Recently, I've been taking in the Polish National Ballet's rendition of Dracula. Very quickly, it has become one of those pieces of art that has left me at a total loss for how its creation was even possible. If I stay at this level of the illusion, I'm at risk of feeling that it is pointless to make art myself, because I could never create an original piece anywhere near as great (as similar pieces have done to me in the past).

Luckily, it reminded me of an important point that is best to keep in mind when running into this. Not only were there dozens & dozens of experts that took months & months to create this together, but they were all standing on the shoulders of humans - (While the phrase, "...If I have seen further it is by standing on the shoulders of Giants." is evocatively poetic, it would be more accurate to describe it as standing on the untold multitude of people that inspiration was drawn from).

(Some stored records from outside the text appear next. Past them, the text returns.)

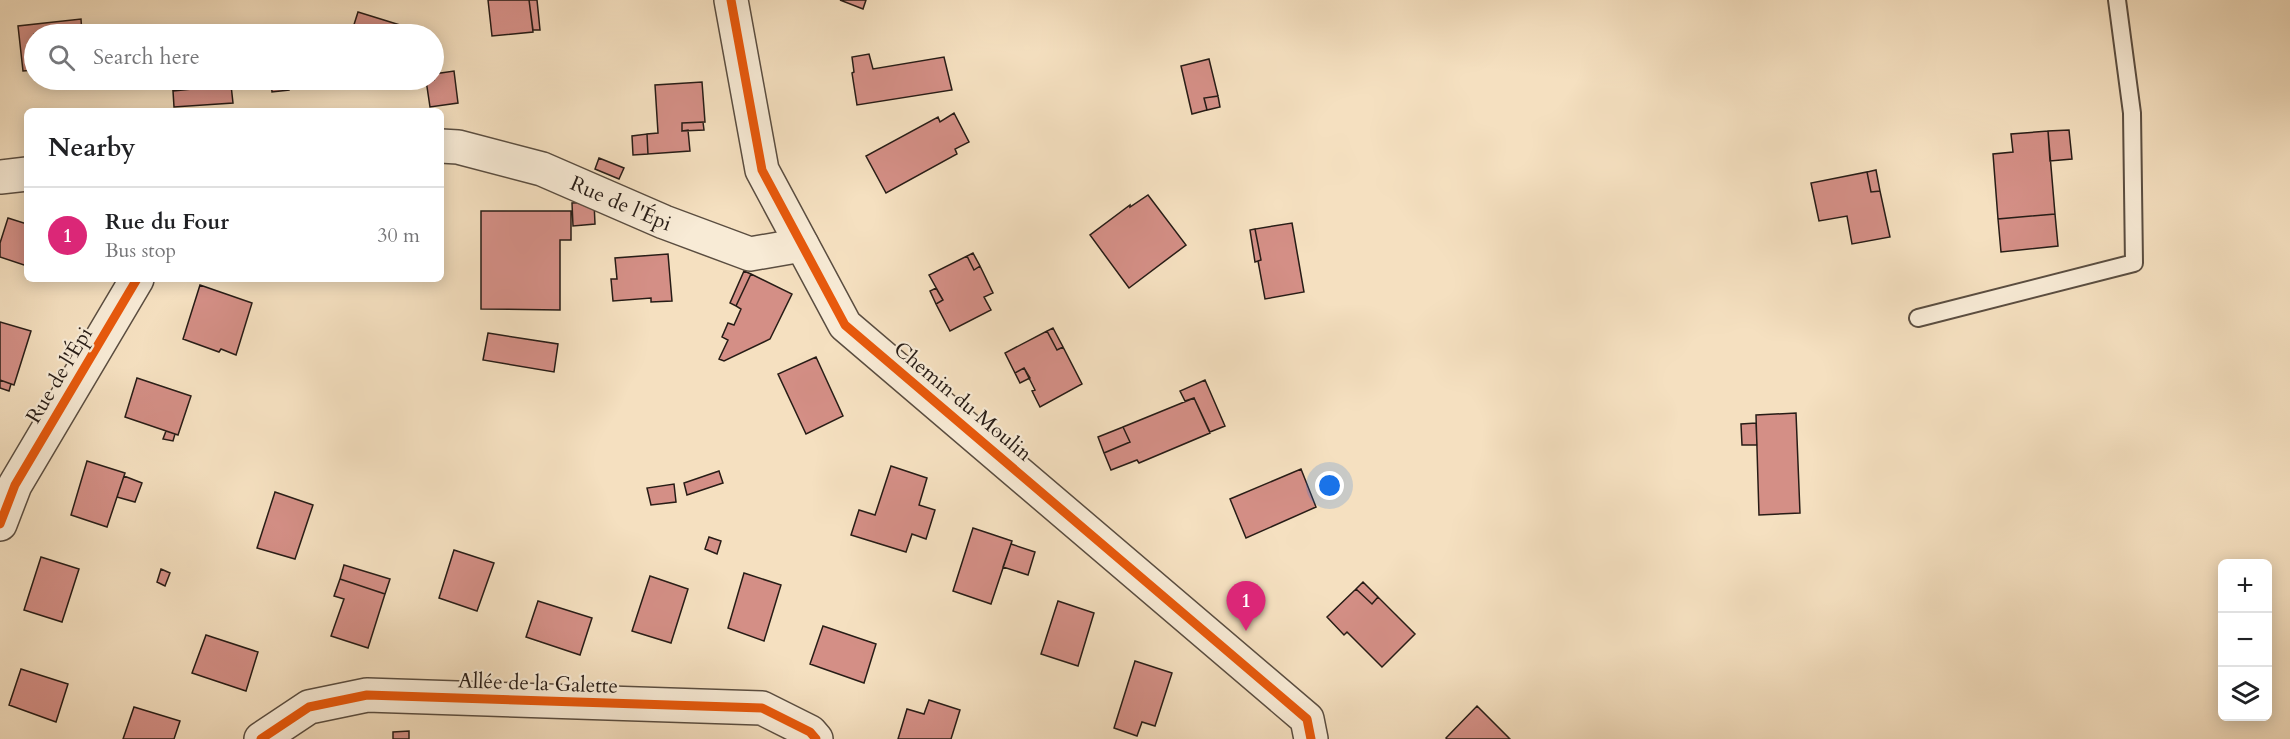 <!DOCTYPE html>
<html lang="en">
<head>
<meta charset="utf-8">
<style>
  :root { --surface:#fff; --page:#f2f2f2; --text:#202124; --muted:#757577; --line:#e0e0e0; --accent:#db2777 }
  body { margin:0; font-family:Cardo,serif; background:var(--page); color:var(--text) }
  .controls { position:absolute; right:18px; bottom:18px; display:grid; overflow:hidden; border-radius:9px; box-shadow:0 3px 15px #0003 }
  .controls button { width:54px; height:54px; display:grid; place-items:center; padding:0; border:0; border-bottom:2px solid var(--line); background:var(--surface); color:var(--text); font:30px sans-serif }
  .you { position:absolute; left:1330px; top:486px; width:21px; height:21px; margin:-15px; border:4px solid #fff; border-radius:50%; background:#1a73e8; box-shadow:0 0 0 9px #1a73e833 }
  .badge { display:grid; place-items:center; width:39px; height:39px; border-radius:50%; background:var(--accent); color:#fff; font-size:20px; font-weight:700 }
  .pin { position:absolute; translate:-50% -50px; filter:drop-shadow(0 2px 3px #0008) }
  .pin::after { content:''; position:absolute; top:32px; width:21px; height:18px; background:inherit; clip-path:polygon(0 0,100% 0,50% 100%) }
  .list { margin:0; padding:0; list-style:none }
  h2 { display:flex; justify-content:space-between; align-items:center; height:78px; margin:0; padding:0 24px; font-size:26px }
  h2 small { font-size:20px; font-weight:400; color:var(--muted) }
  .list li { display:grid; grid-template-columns:39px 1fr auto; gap:18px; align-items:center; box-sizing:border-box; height:96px; padding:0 24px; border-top:2px solid var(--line) }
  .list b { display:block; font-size:22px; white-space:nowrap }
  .list p { margin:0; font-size:20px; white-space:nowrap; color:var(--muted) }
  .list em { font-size:20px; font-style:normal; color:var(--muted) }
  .icon { flex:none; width:33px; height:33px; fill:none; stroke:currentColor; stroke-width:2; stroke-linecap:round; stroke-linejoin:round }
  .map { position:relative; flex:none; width:2290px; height:739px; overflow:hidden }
  .search { position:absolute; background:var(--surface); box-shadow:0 3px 15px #0003; left:24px; top:24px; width:420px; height:66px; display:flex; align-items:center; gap:15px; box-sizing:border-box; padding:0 21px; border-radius:33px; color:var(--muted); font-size:22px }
  .panel { position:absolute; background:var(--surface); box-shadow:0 3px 15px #0003; left:24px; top:108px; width:420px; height:174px; border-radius:9px }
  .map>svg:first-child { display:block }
</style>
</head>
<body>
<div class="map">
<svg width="2290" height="739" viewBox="0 0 2290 739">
  <rect width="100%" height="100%" fill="#f5e0c0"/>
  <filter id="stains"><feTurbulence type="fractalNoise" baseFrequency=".00333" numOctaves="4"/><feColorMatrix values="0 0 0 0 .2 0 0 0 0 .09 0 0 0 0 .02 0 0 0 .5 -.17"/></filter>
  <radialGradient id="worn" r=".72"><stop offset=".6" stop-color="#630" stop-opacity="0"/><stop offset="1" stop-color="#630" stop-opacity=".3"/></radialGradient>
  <path fill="#d48f86" stroke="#271c16" stroke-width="1.5" d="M488,0H529L533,32L492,36Z
    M529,0H537L540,30H533Z
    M840,0H866L863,9Z
    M358,12L400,25L396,34H351Z
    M81,19L82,34H34V70L23,71L18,26Z
    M869,54L873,69L944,57L952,90L857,105L852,73L854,72L852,57Z
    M1209,59L1218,96L1204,98L1207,110L1192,114L1181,66Z
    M454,71L458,103L430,107L426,80H434V74Z
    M172,80H231V85L173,91Z
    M271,80H288L289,90L272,92Z
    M702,82L705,122L682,123V131L688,130L690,151L648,154L647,134L658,133L655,85Z
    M231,85L233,103L174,107L173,91Z
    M1218,96L1220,107L1207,110L1204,98Z
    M954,113L969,142L955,149L957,154L886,193L866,156L938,117L940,122Z
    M703,122L704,130L682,131V123Z
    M2069,130L2072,159L2050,161L2048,131Z
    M2048,131L2055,214L1998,219L1993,154L2013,152L2011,134Z
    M647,134L648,154L633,155L632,136Z
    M599,158L624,168L619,179L595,169Z
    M1876,170L1880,191L1871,192L1867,172Z
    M1867,172L1871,192L1880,191L1890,237L1852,244L1847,216L1819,221L1811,183Z
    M1148,195L1186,245L1129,288L1090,235L1130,205V207Z
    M594,202L595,224L573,226L572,203Z
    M481,211H571V240H560V310L481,309Z
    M2055,214L2058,246L2001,252L1998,219Z
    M8,218L27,224V266L0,257V243Z
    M1292,223L1304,292L1265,299L1258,261L1261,260L1255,229Z
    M1255,229L1261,260L1255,262L1250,230Z
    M973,253L980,266L974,270L967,256Z
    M668,254L672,301L651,302V298L613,301L611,279H617L615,258Z
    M967,256L974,270L980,266L993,293L984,297L991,310L950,331L936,304L943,300L929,275Z
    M744,271L751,274L736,306L730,303Z
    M751,274L792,294L770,339L724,361L719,359L728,340L722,337L728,323L734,325L741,309L736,306Z
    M200,285L252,303L236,355L221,349L219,352L183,339Z
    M936,288L943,300L936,304L930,291Z
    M0,322L31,331L14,385L0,380Z
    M1053,328L1063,347L1057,350L1047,331Z
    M1047,331L1057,350L1063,347L1082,384L1040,407L1032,391L1035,390L1024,368L1015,373L1005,353Z
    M488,333L558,344L554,372L483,360Z
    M816,357L843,416L806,434L778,374Z
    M1024,368L1030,378L1020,383L1015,373Z
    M137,378L191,396L178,435L125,417Z
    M0,380L11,384L9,391L0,388Z
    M1205,380L1225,426L1210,432L1194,398L1185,401L1180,391Z
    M1194,398L1210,433L1139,463L1137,460L1111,470L1104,453L1130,442L1123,427Z
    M1796,413L1800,513L1759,515L1756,415Z
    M1756,423L1757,445H1742L1741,424Z
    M1123,427L1130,442L1104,453L1098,437Z
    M166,431L175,434L173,441L163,439Z
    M87,461L125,473L107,527L71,515Z
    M891,466L927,478L919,505L935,510L926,539L912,534L906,552L851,535L859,510L875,515Z
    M1301,469L1316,507L1246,538L1230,499Z
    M719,471L723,483L687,495L684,483Z
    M124,476L142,483L135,502L117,497Z
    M674,484L676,502L651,505L647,488Z
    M275,492L313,505L295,559L257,548Z
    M973,528L1012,541L991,604L953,591Z
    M709,537L721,541L717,554L705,549Z
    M1011,544L1035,552L1028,575L1003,567Z
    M454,550L494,563L477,611L439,598Z
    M41,557L79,569L62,622L24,610Z
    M344,565L390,579L385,594L340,579Z
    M161,569L170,573L165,586L157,582Z
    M744,573L781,585L764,641L728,628Z
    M650,576L688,589L671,643L632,631Z
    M340,579L385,594L368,648L331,636L344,599L334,596Z
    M1363,582L1378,597L1372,604L1356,589Z
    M1356,589L1372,604L1378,597L1415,634L1382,667L1347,632L1344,635L1327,617Z
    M538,601L592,618L580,655L526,637Z
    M1058,601L1094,613L1078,666L1041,654Z
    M823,626L876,644L864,683L810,664Z
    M206,635L258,652L246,691L192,673Z
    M1135,661L1172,673L1155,726L1142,722L1137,736L1114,728Z
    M21,669L68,684L56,722L9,705Z
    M929,700L960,710L951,739H898L907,709L924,714Z
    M1477,706L1510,739H1447L1446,738Z
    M134,707L180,721L174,739H123Z
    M409,731V739H393V732Z"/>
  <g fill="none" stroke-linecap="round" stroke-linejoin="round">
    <g stroke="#5a4d40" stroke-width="20">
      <path id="lane" d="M1918,318L2134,263L2132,113L2117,0"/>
    </g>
    <g stroke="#5a4d40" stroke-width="36">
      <g id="street">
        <path d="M731,0L762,170L845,325L1307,719L1311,739"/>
        <path id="s1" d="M441,146L458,147L542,169L664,222L750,254L802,245"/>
        <path d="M0,177L27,174"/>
        <path d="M0,524L15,485L137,279"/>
        <path d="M261,739L309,707L367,695L762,708L810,732L816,739"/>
      </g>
    </g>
    <use href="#lane" stroke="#f8ebd6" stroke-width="16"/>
    <use href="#street" stroke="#f8ebd6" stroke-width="33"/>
    <g stroke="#f8ebd6" stroke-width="13">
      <path id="cycleway" d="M731,0L762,170L845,325L1307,719L1311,739
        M0,524L15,485L137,279
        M261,739L309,707L367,695L762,708L810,732L816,739"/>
    </g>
    <use href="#cycleway" stroke="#e8590c" stroke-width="9"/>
  </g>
  <g text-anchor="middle" stroke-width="4.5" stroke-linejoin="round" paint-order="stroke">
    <g font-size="21" fill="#271c16" stroke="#f8ebd6">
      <text dy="7" stroke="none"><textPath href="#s1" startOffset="190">Rue de l'Épi</textPath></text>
      <text transform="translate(59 375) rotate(-59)" y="7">Rue de l'Épi</text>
      <text transform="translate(963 401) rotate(40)" y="7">Chemin du Moulin</text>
      <text transform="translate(538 683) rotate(2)" y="7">Allée de la Galette</text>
    </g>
  </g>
  <rect width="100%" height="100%" filter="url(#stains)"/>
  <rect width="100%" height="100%" fill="url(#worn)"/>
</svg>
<div class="controls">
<button>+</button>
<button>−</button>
<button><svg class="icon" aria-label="layers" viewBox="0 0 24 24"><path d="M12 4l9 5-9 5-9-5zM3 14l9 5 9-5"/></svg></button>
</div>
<div class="you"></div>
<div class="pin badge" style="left:1246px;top:631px">1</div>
<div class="search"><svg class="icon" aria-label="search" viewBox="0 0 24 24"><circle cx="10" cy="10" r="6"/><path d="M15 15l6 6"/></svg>Search here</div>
<section class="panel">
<h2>Nearby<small></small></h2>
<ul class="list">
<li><span class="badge">1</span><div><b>Rue du Four</b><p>Bus stop</p></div><em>30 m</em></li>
</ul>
</section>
</div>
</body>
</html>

The creative process does not start from nothing, and often some of the most famous works are explicitly refrencing, twisting, or retelling something already existing. As an example, what many consider the greatest novel of the modernist era, James Joyce's Ulysses (1922), is deeply connected to Homer's Odyssey, the ancient Greek classic. Tarkovsky's Stalker (1979), was in turn inspired by Roadside Picnic (Strugatsky & Strugatsky 1972). When writers aren't drawing inspiration from previous material, they are often drawing directly from their own life experience, such as Kurt Vonnegut's Slaughterhouse-Five (1969), and Harper Lee's, To Kill a Mockingbird (1960). The image of an artist drawing something out of the aether to create something truly original is an unrealistic ideal to try to hold yourself to.

Now, to return to Dracula we can take apart the full production, piece by piece to see the mountain of inspirations that a single piece of art can stand on. To start, the story is of course directly taken from Bram Stoker's Dracula (1897), which draws inspiration from prexisting vampiric folklore, as well as numerous other sources as argued by scholars.

The score is not an original specifically made for this production; it is arranged from the composistions of Wojciech Kilar, including his score of Bram Stoker's Dracula (1992).

To move into a broader realm now, the set design, costuming, choreography, performances, technical attributes, staging, production, and so much more are the result of skills and techniques being passed down and developed for centuries, with the contemporary practitioners indiviudally having decades of personal experience in their crafts.

Human experience, as far as we know, does not arise in a vacuum. So, if something seems impossible, break it down into parts and slowly build understanding to see the secret history within it - that all things are standing upon.